I'll just have to ignore the backwards preview window in YouTube studio.
What is really nice about the Virtual Camera in v26 RC2 is there is virtually no Lag like you get when streaming to RTMP


----------



## dodgepong (Sep 15, 2020)

MattTheTechLV said:


> So anyways, I say all this to ask, How do you get the VirtualCam Plugin to output Audio?


Currently not possible, but is something we'll be working on in a future release.


MattTheTechLV said:


> I also prefer it over the new Virtual Camera included in this version, simply because I get 4, and they work in all of tho above programs I mentioned while the Official One only works in 1 (Discord), but if I could get the Plugin to do audio that opens up some more control for producing shows with OBS.


We decided to include only one output as that covers the vast majority of use cases and keeps things much more simple. If you want to continue using the existing plugin, then by all means, please do.


----------



## MattTheTechLV (Sep 15, 2020)

dodgepong said:


> Currently not possible, but is something we'll be working on in a future release.
> 
> We decided to include only one output as that covers the vast majority of use cases and keeps things much more simple. If you want to continue using the existing plugin, then by all means, please do.

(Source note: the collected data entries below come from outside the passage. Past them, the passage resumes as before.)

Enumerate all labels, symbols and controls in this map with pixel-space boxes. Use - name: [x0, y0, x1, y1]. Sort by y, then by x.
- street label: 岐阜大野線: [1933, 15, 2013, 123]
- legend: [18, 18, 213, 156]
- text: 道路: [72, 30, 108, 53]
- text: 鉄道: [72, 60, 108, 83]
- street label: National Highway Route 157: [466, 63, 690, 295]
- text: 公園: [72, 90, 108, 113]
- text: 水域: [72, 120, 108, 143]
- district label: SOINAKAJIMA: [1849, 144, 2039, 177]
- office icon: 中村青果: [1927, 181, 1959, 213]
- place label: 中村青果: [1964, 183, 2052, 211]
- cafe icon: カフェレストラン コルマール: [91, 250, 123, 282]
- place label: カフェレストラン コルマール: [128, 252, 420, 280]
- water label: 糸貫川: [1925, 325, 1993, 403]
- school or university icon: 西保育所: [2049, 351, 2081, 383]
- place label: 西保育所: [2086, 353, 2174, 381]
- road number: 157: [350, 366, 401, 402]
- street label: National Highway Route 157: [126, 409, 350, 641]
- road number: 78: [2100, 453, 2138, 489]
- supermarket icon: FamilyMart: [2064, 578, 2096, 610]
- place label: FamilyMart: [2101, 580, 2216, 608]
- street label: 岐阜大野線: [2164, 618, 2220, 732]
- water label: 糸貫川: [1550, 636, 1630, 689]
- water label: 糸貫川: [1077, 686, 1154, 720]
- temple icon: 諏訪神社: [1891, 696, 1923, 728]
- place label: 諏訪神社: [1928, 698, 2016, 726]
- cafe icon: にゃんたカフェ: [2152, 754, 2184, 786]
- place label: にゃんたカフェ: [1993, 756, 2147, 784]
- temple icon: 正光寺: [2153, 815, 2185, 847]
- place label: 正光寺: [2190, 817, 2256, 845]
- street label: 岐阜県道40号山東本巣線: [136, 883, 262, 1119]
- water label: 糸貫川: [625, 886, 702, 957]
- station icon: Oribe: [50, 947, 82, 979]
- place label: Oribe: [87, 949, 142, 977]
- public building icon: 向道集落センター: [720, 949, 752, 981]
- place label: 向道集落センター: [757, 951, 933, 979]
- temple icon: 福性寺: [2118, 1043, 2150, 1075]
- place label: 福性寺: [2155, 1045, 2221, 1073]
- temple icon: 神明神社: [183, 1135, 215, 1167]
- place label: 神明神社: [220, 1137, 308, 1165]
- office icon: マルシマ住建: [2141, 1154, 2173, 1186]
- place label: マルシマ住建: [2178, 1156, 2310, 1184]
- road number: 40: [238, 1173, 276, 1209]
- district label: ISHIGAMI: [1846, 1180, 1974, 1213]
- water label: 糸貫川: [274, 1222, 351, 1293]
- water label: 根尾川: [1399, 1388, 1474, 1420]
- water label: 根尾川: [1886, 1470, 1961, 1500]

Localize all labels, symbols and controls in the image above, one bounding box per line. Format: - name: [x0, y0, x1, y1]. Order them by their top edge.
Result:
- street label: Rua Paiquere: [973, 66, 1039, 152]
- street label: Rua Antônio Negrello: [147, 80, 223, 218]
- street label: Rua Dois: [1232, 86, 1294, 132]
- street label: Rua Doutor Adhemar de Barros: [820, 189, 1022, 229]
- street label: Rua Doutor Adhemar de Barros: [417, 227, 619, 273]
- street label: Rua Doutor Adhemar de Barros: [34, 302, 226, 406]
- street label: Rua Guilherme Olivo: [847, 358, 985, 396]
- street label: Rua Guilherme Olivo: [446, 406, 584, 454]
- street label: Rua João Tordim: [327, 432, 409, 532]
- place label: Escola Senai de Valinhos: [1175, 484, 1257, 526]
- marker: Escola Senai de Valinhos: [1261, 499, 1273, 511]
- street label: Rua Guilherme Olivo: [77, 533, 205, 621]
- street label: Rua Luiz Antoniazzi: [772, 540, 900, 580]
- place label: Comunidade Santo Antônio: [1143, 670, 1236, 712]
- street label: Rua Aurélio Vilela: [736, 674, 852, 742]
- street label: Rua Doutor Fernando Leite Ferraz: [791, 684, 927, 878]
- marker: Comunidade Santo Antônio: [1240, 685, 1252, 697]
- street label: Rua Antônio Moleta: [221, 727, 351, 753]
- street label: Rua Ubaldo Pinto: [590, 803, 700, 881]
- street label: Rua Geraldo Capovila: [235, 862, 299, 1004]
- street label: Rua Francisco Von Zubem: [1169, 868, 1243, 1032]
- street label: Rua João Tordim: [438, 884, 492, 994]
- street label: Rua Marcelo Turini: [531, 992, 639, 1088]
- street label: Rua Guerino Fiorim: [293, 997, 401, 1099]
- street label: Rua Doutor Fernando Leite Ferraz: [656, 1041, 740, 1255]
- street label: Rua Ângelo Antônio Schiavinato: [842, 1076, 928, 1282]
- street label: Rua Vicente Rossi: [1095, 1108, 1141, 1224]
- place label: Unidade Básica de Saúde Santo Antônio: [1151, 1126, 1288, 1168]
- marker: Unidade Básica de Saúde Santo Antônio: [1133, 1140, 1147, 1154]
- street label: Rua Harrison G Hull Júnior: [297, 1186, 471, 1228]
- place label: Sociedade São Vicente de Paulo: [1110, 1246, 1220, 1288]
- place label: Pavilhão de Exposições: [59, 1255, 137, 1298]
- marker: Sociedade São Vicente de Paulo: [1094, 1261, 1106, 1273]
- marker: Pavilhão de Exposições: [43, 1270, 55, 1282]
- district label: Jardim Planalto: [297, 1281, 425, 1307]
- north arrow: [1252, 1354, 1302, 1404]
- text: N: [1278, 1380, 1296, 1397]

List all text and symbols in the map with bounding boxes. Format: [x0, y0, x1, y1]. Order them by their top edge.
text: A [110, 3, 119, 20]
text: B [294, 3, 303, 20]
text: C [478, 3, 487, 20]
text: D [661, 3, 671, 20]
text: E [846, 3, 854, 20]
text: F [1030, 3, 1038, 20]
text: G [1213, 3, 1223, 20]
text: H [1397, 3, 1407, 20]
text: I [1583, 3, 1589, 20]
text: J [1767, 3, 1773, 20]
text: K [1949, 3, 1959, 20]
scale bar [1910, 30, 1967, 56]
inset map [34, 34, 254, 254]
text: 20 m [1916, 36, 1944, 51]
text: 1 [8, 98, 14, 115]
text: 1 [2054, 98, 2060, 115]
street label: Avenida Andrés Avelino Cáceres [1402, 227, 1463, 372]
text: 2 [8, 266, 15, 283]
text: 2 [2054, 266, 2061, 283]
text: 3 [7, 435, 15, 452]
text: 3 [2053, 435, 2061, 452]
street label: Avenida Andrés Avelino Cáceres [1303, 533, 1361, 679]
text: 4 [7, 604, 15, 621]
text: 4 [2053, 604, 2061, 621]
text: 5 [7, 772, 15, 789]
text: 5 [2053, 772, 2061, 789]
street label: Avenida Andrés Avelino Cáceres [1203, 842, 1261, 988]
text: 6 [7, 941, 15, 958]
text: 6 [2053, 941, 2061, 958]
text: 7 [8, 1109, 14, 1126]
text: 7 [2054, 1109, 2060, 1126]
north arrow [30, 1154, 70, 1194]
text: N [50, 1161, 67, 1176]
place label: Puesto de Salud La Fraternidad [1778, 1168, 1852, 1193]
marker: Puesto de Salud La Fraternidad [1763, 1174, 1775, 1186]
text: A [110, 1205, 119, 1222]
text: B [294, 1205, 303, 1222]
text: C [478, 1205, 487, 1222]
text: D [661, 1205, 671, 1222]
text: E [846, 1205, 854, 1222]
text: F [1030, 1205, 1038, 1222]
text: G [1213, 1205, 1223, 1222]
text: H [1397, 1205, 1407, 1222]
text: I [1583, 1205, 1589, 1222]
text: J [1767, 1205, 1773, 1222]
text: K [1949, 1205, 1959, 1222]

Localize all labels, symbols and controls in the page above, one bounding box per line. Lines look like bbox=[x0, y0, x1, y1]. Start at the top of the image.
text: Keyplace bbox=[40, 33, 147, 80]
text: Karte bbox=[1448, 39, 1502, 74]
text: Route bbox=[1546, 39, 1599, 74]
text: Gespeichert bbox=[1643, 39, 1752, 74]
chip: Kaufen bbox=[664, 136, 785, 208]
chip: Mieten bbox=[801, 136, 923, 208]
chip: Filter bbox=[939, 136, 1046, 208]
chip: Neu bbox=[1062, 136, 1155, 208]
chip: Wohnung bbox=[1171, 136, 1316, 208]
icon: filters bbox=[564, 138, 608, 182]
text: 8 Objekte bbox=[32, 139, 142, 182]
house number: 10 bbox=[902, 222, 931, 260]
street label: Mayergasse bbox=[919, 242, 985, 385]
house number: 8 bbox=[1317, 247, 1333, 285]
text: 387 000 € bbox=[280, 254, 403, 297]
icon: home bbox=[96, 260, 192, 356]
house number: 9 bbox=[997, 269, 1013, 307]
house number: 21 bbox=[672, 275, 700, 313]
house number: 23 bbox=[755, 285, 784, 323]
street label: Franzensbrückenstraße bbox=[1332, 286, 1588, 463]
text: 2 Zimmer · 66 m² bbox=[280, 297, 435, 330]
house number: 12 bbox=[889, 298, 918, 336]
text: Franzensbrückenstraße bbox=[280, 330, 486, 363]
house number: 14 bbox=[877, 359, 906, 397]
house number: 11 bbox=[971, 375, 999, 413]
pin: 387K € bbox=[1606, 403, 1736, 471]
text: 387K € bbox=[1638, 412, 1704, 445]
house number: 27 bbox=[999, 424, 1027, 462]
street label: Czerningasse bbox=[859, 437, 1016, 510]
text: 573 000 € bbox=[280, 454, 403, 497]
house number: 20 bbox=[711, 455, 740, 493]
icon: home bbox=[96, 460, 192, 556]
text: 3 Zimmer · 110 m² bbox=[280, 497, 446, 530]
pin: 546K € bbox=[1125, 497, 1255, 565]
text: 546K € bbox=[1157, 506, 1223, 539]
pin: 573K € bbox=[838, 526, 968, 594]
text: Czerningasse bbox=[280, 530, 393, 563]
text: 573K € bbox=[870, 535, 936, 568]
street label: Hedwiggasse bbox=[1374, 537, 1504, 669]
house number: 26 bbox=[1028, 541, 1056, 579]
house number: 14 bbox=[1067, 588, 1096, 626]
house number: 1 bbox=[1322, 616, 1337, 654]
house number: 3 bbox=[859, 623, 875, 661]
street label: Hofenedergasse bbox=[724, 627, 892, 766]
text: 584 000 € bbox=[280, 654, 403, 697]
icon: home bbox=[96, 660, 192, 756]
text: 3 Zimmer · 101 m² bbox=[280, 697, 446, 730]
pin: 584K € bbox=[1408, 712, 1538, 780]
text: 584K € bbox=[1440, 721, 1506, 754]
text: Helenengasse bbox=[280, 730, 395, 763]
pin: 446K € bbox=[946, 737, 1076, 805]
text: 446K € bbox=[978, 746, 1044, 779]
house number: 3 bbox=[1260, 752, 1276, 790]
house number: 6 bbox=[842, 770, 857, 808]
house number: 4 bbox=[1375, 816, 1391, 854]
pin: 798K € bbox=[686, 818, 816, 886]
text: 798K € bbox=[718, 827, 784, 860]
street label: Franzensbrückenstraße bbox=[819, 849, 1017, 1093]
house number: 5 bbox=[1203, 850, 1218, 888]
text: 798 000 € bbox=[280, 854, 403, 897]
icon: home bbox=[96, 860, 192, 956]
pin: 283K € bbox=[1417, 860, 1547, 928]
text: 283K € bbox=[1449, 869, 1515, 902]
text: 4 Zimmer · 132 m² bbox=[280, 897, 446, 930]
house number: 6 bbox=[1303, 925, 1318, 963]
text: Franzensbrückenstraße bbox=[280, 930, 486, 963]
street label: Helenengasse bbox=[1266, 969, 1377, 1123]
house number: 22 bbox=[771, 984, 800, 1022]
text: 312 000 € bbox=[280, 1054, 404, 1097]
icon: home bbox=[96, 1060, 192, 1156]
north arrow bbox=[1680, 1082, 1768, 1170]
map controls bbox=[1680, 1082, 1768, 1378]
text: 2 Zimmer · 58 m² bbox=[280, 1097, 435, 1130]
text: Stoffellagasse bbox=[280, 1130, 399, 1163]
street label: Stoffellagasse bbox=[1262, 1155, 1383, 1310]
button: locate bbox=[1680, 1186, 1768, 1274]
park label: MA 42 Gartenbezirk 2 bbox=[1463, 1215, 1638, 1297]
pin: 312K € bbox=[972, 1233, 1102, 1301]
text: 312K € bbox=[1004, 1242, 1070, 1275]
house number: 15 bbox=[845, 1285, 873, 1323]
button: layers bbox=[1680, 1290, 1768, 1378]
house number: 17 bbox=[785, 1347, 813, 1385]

Appreciate you, and I love the work you guys have been doing 100%.

Also in regards to my most recent post about the bug reports, the 2nd One about resizing the Preview Window, I realized I am just an idiot. I never realized until today that my Output Resolution had to be smaller than my Resolution used in Windows, in order for me to select "Base" for Preview Scaling.

I put my Output back to a lower resolution today just before Going Live, and the option to select Base reappeared, and I could resize my Preview Window.

Is there a way to implement the Preview Window Resizing (so zooming in and out and moving the Preview window without changing the actual resolution of it) when using the same Output Resolution as the OS?


----------



## energizerfellow (Sep 16, 2020)

walterav1984 said:


> Is 32bit support dropped in this release or just not available for the RC builds?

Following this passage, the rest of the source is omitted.